Black hole spinning at speed of light
The outer reaches of a `supermassive` black hole, more than two million miles across, or eight times the earth-moon distance, is spinning at nearly the speed of light.
Washington: The outer reaches of a `supermassive` black hole, more than two million miles across, or eight times the earth-moon distance, is spinning at nearly the speed of light.
The gigantic object is at the centre of the spiral galaxy NGC 1365. Astronomers measured its jaw-dropping spin rate using new data from the Nuclear Spectroscopic Telescope Array, or NuSTAR, and the European Space Agency`s XMM-Newton X-ray satellites.

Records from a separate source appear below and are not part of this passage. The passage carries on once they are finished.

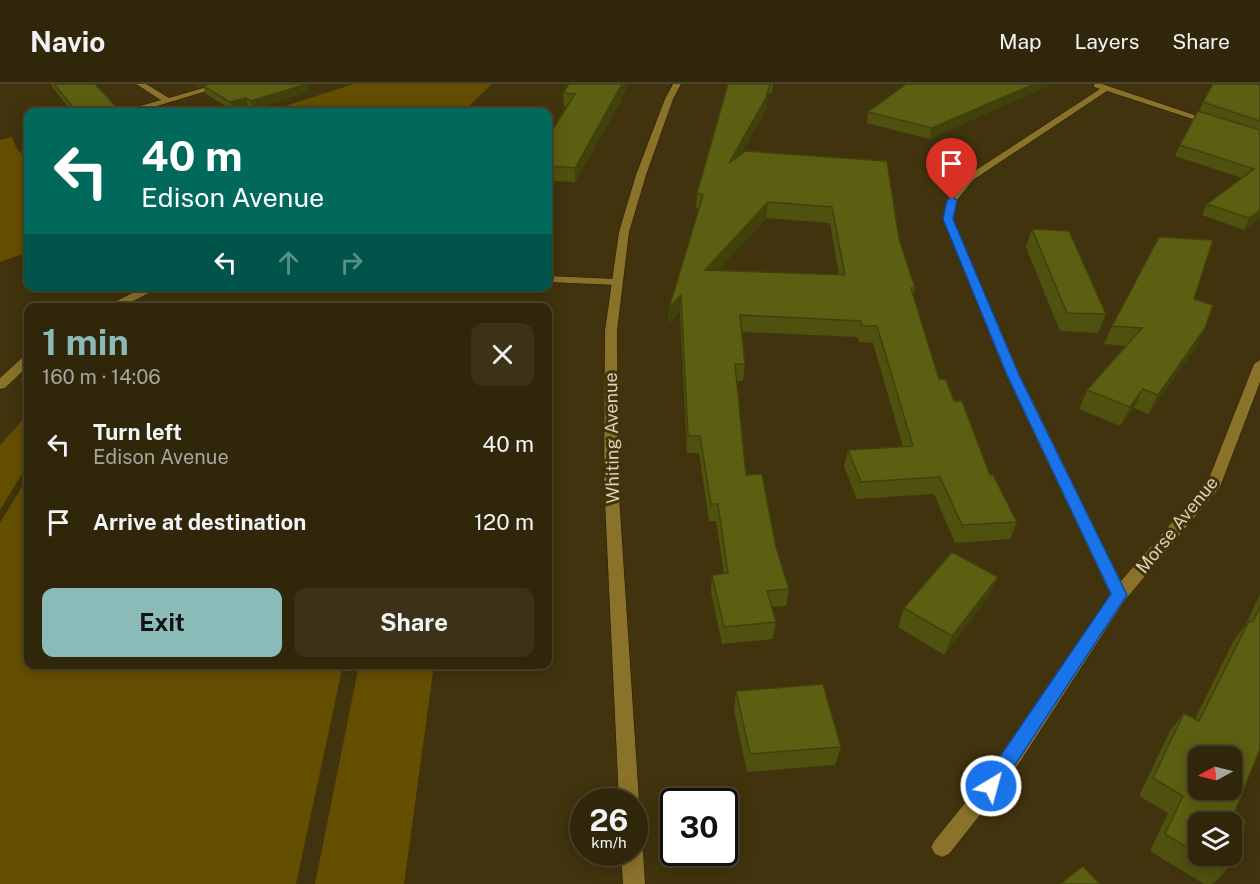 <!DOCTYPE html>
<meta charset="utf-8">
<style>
body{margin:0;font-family:"Public Sans",sans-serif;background:#3c3218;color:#f1f3f6;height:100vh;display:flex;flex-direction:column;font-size:22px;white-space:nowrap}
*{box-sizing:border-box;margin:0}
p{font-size:20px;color:#a8a59c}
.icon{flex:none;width:33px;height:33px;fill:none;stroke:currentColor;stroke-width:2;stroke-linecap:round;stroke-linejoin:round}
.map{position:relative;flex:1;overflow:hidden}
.sheet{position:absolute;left:24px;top:219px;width:528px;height:366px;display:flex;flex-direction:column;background:#30260a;border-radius:12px;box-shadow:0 3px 15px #0003,0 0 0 2px #4b432b}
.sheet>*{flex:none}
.hud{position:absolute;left:24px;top:24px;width:528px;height:183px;border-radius:12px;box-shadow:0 3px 15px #0003,0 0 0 2px #4b432b;background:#00695c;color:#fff;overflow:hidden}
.needle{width:39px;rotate:263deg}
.tools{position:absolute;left:1188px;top:662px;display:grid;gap:12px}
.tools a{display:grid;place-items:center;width:54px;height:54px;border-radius:12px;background:#30260a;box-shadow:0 3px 15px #0003,0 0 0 2px #4b432b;font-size:30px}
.speed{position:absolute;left:570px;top:704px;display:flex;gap:12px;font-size:30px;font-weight:700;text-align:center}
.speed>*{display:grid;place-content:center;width:78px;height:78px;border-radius:50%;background:#30260a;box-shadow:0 3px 15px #0003,0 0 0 2px #4b432b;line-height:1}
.speed small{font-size:15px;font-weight:400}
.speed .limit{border:3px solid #111;border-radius:9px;background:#fff;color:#111}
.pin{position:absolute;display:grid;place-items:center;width:51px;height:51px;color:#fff;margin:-62px -26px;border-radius:50% 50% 50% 0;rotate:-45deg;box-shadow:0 0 6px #0007}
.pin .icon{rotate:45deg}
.me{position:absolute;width:66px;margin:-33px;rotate:37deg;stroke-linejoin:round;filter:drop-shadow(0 0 4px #0008)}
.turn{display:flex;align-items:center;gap:21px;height:126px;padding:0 18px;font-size:27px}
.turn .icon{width:78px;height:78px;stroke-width:2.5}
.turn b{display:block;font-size:42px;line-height:51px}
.lanes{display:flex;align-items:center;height:57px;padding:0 18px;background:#0003;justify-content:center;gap:30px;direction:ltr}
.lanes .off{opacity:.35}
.round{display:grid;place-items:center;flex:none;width:63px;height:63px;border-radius:12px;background:#3c3218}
.headline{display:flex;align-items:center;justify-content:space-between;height:102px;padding:0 18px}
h1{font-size:36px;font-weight:700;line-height:45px;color:#8bbbb9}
.primary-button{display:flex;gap:12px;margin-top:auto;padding:12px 18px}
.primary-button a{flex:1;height:69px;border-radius:12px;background:#8bbbb9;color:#111;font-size:24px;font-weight:700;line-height:69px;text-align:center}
.primary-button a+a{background:#3c3218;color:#f1f3f6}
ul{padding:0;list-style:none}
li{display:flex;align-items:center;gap:18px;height:78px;padding:0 18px}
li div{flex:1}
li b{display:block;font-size:22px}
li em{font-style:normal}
header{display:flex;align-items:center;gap:36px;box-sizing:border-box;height:84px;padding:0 30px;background:#30260a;border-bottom:2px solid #4b432b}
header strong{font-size:28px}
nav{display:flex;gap:33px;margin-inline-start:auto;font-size:21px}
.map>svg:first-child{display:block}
</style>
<header>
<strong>Navio</strong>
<nav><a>Map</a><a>Layers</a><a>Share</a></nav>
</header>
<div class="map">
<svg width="1260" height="800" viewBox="0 0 1260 800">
<rect width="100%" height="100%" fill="#40330d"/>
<!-- green -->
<path fill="#644e00" d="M354 0H492L463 28H266Z
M12 53 16 63 28 78V168L0 178V56Z
M28 330V380L0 426V361Z
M28 393V580L343 581 296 800H0V439Z
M359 581H434L404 800H315Z"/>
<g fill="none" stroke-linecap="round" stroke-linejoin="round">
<defs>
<path id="minor" d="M136 0H146L169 14 217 0H230L137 28H125L126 26 161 16Z
M1094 0H1102L1218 39 1211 41 1107 7 973 96 957 116 953 135 1020 291 1121 497 1208 397 1254 280 1260 276V298L1220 403 1125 516 1010 693 949 770 942 773 935 770 931 763 935 756 996 681 1110 510 1006 291 943 135 947 116 967 92 1100 5 1094 3Z
M548 192 616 195 622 198 616 201 548 198Z
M146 202H162L120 224H103Z
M28 272V282L5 304 0 305V294L23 273Z"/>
<path id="tertiary" d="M673 0H681L673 15 646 91 629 148 617 247 618 396 639 717 634 724V717H619L604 396 605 247 619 148 636 91 665 15Z
M634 759 639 761 643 768 645 800H623L621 768H634Z"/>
</defs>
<!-- minor casing -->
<use href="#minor" stroke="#231b06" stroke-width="1"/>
<!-- tertiary casing -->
<use href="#tertiary" stroke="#231b06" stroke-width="1"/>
<!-- minor -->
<use href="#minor" fill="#8a722b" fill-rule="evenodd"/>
<!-- tertiary -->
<use href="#tertiary" fill="#8a722b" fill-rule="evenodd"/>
</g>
<!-- wall -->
<path fill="#4f510f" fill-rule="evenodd" d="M51 0H95L121 28H72L53 4Z
M209 0H309V8L253 25 248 22 233 27 206 10 203 2Z
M569 0 620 19 575 98 548 97V53L567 23H564L563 9Z
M728 0H773L772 9H769L765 28 740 71 899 154 915 204 913 211 939 295 954 317 990 391 1017 438 1010 455 955 459 934 410 857 415 844 383 848 366 903 363 873 259 859 258 857 253 742 248 745 280 743 297H737L746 391 776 463 789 505 786 522 772 523 776 538 773 555 722 560 711 508 712 491 724 490 716 437H709L699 369H687L680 227 668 240 669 224 699 125 696 124 697 109ZM766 134 830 139 839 191 718 186Z
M1260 0V134L1244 146 1202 131 1207 120 1242 94 1175 72 1180 61 1199 28 1203 18Z
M1048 2 929 55 867 39 868 28Z
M1032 145 1106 230 1098 249 1060 247 1026 163Z
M1194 215 1205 244 1196 263 1148 330 1134 324 1120 342 1079 325 1087 306 1126 262 1104 260 1112 242Z
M1260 510V665L1234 730 1246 737 1226 787 1213 800H1204L1150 767 1168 729 1139 712 1170 647 1184 629 1195 635 1234 556 1246 540ZM1198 672H1232V705H1198ZM1198 738H1232V771H1198Z
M989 512 944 571 898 543 904 524Z
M736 607 841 663 835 681 747 688 734 626Z"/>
<!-- shaded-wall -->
<path fill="#40420c" d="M195 0H209L196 4Z
M307 0H309V8L253 25 251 17Z
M622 0H628L620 19 575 98V84Z
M770 0 769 9 765 28 728 93 729 79Z
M1034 0H1049L1048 2 929 55 932 44Z
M246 14 248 22 233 27 230 18Z
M768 118 766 134 704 202 705 186Z
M1260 127V134L1244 146 1249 134Z
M681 211 680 227 668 240 669 224Z
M1205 244 1196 263 1148 330 1158 311Z
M1143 305 1134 324 1120 342 1130 323Z
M998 493 989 512 944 571 952 552Z"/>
<!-- building -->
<path fill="#5c5e11" stroke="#40420c" stroke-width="1.5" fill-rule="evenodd" d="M54 0H95L121 28H77Z
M209 0H307L251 17 246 14 230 18 203 2Z
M569 0H622L575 84 548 82V53L575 10 563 9Z
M728 0H770L766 14 729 79 746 67 887 77 899 154 915 204H911L939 295 946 296 954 317H962L990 391H993L1017 438 962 441 940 393 861 398 848 366 913 362 877 242H862L861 237 740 231 745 280H735L746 391 762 390 776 463 789 505 767 507 776 538 724 543 712 491 728 489 718 420H711L700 352H688L681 211 669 224 703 111 697 109ZM768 118 832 123 845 191 705 186Z
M906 0H1034L932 44 868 28Z
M1213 0H1260V37L1203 18Z
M1198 27 1260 46V127L1249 134 1207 120 1254 85 1180 61Z
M1032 145 1069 147 1106 230 1067 229Z
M1159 153 1213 156 1194 215 1213 221 1205 244 1158 311 1143 305 1130 323 1087 306 1142 244 1112 242Z
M952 468 998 493 952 552 904 524Z
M1260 522V665L1234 730 1246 737 1226 787 1200 771H1232V738H1198V770L1165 750 1183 712 1153 694 1184 629 1199 637 1249 537 1253 538ZM1198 672H1232V705H1198Z
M823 600 841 663 750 670 736 607Z
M1083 782 1100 800H1060Z"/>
<!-- route -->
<path fill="#1a73e8" stroke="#114b97" stroke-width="1.5" d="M952 113 957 116 953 135 1019 291 1127 511 997 708 991 711 984 708 982 702 984 696 1111 510 1007 291 943 135 947 116Z"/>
<g text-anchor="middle" stroke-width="6" stroke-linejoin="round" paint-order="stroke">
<!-- street labels -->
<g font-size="18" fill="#ded2b0" stroke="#40330d">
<text transform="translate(612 354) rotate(-91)" y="6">Whiting Avenue</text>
<text transform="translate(1177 441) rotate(-51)" y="6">Morse Avenue</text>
</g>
</g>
</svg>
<div class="tools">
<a><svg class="needle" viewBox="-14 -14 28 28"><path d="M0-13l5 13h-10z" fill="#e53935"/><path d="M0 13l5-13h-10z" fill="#a8a59c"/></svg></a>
<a><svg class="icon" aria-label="layers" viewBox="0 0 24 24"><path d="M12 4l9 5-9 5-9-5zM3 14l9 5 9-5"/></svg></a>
</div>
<div class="speed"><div>26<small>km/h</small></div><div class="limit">30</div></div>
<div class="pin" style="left:952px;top:116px;background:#d93025"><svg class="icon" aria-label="arrive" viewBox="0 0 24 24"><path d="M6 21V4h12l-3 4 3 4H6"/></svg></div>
<svg class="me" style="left:991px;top:702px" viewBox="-20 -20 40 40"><circle r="17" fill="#1a73e8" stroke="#fff" stroke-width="3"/><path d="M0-11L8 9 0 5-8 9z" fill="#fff"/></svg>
<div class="hud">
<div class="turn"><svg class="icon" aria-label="left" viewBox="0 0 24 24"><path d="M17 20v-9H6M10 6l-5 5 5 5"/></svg><div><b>40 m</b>Edison Avenue</div></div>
<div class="lanes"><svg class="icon" aria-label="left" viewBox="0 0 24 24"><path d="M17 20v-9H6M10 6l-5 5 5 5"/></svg><svg class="icon off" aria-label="ahead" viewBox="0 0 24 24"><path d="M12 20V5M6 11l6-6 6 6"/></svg><svg class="icon off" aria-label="right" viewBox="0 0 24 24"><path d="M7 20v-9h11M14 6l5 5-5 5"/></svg></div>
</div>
<section class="sheet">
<div class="headline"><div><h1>1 min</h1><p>160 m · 14:06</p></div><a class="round"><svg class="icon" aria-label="close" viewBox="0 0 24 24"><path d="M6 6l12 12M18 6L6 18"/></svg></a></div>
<ul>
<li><svg class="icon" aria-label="left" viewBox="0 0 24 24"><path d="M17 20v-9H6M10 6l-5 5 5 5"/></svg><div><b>Turn left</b><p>Edison Avenue</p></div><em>40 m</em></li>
<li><svg class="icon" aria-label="arrive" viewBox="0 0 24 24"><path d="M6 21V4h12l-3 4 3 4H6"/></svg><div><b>Arrive at destination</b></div><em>120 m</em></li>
</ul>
<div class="primary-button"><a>Exit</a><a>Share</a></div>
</section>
</div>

"This is the first time anyone has accurately measured the spin of a supermassive black hole," Guido Risaliti of the Harvard-Smithsonian Centre for Astrophysics (CfA) and INAF - Arcetri Observatory, who led the study, was reported as saying by the journal Nature.
Astronomers want to know the black hole`s spin for several reasons.
The first is physical - only two numbers define a black hole: mass and spin. By learning those two numbers, you learn everything there is to know about the black hole. Most importantly, the black hole`s spin gives clues to its past and by extension the evolution of its host galaxy.
"The black hole`s spin is a memory, a record, of the past history of the galaxy as a whole," explained Risaliti, according to the Harvard-Smithsonian statement.
Although the black hole in NGC 1365 is currently as massive as several million suns, it wasn`t born that big. It grew over billions of years by accreting stars and gas, and by merging with other black holes.
Similarly, if the black hole grew randomly by pulling in matter from all directions, its spin would be low. Since its spin is so close to the maximum possible, the black hole in NGC 1365 must have grown through "ordered accretion" rather than multiple random events.
Studying a supermassive black hole also allows theorists to test Einstein`s theory of general relativity in extreme conditions.
Relativity describes how gravity affects the structure of space-time, and nowhere is space-time more distorted than in the immediate vicinity of a black hole.